I was out of breath by the time I walked into Gareth’s trash heap again. Shocking, but he hadn’t bothered to clean up in the two or three hours I’d been gone. Not that I ever knew him to cleaning up anything in the past 12 years or so.
“So they changed the glitch to internal investigation,” Gareth reported, scraping spaghetti into his mouth from a plate. Of course, he was using a knife instead of a fork. I’m sure all the forks in his place hadn’t been washed in years.
“We knew that already,” I replied, taking a spot on a worn dull brown easy chair. “Tell me something I don’t already know.”
“Margo sent an email to her superior about three minutes after your visit,” he added, a hint of glee mixed in with chomping. “Some creepy guy was demanding information from her, so she claims.”
That didn’t make any sense. Somehow, still unknown to me, that gal knew my name. Why hadn’t she reported me? Why wasn’t a government vehicle out front right now, scouring the neighborhood for me?
“She didn’t use my name?”
Gareth shook his mass of hair back and forth, tossing his plate onto the floor. The rats would have something to clean up later.
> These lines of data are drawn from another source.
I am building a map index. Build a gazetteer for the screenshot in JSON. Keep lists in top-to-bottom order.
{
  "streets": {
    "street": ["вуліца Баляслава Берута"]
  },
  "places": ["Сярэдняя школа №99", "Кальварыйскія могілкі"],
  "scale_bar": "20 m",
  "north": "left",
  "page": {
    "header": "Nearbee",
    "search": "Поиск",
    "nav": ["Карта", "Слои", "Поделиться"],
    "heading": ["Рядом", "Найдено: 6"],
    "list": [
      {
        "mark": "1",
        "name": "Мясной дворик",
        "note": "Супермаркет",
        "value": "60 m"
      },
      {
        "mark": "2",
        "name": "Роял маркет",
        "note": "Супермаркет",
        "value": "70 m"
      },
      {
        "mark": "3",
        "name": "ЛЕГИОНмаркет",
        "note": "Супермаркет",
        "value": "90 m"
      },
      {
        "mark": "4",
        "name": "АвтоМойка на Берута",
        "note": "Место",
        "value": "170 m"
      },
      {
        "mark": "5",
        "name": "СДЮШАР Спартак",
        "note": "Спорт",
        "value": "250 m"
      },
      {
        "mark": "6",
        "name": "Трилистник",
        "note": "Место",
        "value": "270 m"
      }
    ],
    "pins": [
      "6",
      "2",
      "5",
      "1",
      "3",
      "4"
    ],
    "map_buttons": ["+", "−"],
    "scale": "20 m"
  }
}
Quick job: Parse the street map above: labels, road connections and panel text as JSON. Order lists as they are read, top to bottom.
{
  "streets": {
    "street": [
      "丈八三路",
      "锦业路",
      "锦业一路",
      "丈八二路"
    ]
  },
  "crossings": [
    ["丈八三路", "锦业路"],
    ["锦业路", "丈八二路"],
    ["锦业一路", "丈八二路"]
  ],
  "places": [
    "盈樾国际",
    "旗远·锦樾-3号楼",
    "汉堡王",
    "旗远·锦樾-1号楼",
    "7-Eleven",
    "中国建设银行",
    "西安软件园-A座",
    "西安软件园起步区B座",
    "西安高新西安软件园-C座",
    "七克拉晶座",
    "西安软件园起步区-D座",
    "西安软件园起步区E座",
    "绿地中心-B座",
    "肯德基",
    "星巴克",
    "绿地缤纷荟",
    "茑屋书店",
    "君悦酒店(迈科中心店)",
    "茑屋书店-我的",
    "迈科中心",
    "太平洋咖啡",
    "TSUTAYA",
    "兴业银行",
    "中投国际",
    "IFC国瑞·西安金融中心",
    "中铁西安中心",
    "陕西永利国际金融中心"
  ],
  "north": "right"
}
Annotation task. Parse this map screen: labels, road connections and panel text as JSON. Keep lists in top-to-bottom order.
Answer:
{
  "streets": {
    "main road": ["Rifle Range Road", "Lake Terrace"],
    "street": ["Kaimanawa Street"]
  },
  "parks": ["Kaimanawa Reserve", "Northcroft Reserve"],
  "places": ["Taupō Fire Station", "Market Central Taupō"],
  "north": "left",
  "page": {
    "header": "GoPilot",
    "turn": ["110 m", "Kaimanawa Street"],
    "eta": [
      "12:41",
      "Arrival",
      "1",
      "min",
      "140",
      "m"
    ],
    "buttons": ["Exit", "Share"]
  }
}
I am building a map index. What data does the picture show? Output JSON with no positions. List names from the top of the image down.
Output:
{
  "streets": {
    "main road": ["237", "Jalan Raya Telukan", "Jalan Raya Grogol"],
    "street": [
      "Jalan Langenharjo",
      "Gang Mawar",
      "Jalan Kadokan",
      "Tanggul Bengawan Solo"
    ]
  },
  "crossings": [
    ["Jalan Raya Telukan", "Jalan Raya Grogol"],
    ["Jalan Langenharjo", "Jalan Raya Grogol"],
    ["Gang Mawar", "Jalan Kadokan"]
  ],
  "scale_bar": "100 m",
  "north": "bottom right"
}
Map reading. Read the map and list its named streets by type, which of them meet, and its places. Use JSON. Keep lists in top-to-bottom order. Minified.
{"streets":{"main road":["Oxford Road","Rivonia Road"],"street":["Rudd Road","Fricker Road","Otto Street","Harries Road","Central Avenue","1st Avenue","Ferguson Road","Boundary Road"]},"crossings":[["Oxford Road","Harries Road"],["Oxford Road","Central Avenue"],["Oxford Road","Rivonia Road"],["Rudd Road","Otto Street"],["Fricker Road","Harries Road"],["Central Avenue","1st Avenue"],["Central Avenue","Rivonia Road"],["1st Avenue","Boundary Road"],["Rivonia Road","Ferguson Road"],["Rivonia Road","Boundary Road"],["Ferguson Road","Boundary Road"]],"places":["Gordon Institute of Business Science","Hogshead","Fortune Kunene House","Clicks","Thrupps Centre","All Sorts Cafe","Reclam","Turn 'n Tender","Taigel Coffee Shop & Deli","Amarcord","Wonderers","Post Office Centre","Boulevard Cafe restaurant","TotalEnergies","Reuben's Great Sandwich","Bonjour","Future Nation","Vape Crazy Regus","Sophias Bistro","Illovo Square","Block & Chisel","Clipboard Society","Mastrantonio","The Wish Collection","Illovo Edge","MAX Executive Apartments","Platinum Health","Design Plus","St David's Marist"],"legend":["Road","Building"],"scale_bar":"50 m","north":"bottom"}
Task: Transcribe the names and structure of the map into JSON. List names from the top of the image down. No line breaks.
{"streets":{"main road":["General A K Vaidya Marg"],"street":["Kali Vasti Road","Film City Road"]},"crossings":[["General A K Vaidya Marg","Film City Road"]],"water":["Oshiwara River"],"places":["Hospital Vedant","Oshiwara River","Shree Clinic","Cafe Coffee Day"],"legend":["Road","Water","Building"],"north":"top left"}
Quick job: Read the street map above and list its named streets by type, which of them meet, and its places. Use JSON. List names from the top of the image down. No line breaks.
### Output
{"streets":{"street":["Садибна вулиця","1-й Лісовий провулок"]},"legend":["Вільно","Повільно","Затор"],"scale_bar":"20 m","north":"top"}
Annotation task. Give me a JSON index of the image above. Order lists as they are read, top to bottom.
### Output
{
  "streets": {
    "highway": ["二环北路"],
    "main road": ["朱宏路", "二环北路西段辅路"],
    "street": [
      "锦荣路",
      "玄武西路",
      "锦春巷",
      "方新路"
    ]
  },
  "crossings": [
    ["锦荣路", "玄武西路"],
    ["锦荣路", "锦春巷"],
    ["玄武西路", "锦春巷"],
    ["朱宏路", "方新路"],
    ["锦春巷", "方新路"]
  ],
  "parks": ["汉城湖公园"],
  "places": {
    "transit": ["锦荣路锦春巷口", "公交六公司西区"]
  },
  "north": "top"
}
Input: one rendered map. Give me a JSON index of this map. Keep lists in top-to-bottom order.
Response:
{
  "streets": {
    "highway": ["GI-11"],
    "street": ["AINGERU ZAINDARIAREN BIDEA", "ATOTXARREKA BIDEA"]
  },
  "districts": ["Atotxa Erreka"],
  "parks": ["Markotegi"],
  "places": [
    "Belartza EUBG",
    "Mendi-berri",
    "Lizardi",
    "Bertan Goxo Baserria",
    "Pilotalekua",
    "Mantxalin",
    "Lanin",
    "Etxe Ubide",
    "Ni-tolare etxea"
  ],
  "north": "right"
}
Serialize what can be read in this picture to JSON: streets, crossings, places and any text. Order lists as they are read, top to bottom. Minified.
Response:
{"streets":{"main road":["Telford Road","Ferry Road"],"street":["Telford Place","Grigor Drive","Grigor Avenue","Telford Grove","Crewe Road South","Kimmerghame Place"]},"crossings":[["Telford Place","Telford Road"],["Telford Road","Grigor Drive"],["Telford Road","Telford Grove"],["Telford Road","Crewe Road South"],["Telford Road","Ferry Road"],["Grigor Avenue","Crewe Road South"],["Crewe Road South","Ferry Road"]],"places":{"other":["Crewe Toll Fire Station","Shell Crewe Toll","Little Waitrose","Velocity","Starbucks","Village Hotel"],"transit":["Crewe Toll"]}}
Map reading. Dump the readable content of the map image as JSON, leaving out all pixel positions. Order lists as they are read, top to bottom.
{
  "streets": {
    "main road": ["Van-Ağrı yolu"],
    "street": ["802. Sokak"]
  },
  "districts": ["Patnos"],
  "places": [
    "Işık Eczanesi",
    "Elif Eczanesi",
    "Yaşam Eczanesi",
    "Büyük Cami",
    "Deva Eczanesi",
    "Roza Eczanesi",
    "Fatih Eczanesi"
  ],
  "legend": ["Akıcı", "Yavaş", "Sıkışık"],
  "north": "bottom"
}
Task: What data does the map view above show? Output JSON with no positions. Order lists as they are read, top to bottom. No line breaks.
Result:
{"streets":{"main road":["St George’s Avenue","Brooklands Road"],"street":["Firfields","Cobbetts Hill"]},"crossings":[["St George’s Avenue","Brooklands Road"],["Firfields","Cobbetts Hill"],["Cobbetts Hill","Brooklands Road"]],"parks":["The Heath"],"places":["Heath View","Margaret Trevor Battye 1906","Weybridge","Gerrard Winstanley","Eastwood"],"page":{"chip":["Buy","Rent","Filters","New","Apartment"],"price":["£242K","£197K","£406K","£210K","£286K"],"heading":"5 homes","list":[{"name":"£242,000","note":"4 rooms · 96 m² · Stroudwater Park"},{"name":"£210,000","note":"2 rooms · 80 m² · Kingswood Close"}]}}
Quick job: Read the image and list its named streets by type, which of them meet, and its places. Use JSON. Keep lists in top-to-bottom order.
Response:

“Nah,” he grunted. “Just some creeper who made her sort of scared. Her super asked if she wanted it investigated and Margo the Meekly replied no. Not even sure why she bothered to make a report.”
We stared at each other for a moment before I knew what he was thinking. “I know, I know. You warned me. Said I should leave it alone. My bad. Anyone looking at the footage?”
Gareth laughed and sat back stretching. Fortunately, he had put on a mismatched sweatshirt and pants, so I didn’t have to gawk at his opened robe anymore.
“The cameras at the Information Repository of the Government of the States are currently down for maintenance,” he replied, sounding as if he were reading it from an official memorandum. “They have been for the past two weeks and probably will be for another two. They don’t have the best techs in the city, you know. I read a report that the tech fried half the cameras trying to take them off-line. The cretin.”
“But they have the footage from whatever Lucy did, right?”
“Yes sir,” he replied, picking up his keyboard. “And they have it stored safely on a drive with triple level protection, so it’s virtually untouchable.”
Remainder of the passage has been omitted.